**PROBLEM TO WORK ON**. Extract the lines from the first line of the records below through the line containing "Dump the readable", inclusive, and reproduce them exactly as written.
DATA LISTING Block Start
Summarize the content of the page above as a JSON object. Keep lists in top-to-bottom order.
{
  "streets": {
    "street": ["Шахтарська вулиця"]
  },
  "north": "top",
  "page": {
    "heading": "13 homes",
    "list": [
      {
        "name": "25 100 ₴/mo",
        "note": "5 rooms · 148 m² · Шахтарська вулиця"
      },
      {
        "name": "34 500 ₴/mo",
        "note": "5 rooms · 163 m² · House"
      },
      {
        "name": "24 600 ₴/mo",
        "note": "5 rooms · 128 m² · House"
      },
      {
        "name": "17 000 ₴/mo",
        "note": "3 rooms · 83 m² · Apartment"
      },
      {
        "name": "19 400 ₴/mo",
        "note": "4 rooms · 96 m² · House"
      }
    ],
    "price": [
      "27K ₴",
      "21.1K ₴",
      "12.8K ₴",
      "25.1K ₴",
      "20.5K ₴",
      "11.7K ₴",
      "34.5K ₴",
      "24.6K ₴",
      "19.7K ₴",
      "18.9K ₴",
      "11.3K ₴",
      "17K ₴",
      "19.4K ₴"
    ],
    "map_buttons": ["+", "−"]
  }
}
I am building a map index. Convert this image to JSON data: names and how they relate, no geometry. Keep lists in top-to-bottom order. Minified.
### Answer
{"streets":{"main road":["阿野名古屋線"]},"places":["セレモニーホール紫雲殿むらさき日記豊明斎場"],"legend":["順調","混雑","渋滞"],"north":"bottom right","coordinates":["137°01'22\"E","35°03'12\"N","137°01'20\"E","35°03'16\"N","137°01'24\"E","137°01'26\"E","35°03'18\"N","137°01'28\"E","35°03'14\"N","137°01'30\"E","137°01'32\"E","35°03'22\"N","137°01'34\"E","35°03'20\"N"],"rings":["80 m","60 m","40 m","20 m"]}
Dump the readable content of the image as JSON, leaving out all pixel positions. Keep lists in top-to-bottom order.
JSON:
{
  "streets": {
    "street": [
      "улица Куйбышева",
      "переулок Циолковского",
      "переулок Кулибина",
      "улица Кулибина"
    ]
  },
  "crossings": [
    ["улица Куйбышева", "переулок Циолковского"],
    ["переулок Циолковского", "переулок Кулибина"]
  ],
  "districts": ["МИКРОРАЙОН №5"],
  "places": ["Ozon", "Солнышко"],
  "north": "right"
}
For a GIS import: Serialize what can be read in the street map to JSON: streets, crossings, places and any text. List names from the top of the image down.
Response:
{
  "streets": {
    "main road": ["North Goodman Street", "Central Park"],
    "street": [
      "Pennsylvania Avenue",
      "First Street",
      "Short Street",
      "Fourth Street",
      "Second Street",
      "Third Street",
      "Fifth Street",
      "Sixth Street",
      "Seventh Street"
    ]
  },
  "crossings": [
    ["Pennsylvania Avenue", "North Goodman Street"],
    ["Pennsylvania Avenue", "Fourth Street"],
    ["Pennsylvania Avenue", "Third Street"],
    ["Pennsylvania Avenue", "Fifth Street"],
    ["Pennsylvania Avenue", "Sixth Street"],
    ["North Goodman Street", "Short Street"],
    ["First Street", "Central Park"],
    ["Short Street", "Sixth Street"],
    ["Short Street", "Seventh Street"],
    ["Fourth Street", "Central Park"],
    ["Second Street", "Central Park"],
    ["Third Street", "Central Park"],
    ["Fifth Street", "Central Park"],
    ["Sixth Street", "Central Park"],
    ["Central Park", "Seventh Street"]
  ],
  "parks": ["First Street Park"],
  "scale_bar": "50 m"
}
DATA LISTING Block End
**RESPONSE**.
Summarize the content of the page above as a JSON object. Keep lists in top-to-bottom order.
{
  "streets": {
    "street": ["Шахтарська вулиця"]
  },
  "north": "top",
  "page": {
    "heading": "13 homes",
    "list": [
      {
        "name": "25 100 ₴/mo",
        "note": "5 rooms · 148 m² · Шахтарська вулиця"
      },
      {
        "name": "34 500 ₴/mo",
        "note": "5 rooms · 163 m² · House"
      },
      {
        "name": "24 600 ₴/mo",
        "note": "5 rooms · 128 m² · House"
      },
      {
        "name": "17 000 ₴/mo",
        "note": "3 rooms · 83 m² · Apartment"
      },
      {
        "name": "19 400 ₴/mo",
        "note": "4 rooms · 96 m² · House"
      }
    ],
    "price": [
      "27K ₴",
      "21.1K ₴",
      "12.8K ₴",
      "25.1K ₴",
      "20.5K ₴",
      "11.7K ₴",
      "34.5K ₴",
      "24.6K ₴",
      "19.7K ₴",
      "18.9K ₴",
      "11.3K ₴",
      "17K ₴",
      "19.4K ₴"
    ],
    "map_buttons": ["+", "−"]
  }
}
I am building a map index. Convert this image to JSON data: names and how they relate, no geometry. Keep lists in top-to-bottom order. Minified.
### Answer
{"streets":{"main road":["阿野名古屋線"]},"places":["セレモニーホール紫雲殿むらさき日記豊明斎場"],"legend":["順調","混雑","渋滞"],"north":"bottom right","coordinates":["137°01'22\"E","35°03'12\"N","137°01'20\"E","35°03'16\"N","137°01'24\"E","137°01'26\"E","35°03'18\"N","137°01'28\"E","35°03'14\"N","137°01'30\"E","137°01'32\"E","35°03'22\"N","137°01'34\"E","35°03'20\"N"],"rings":["80 m","60 m","40 m","20 m"]}
Dump the readable content of the image as JSON, leaving out all pixel positions. Keep lists in top-to-bottom order.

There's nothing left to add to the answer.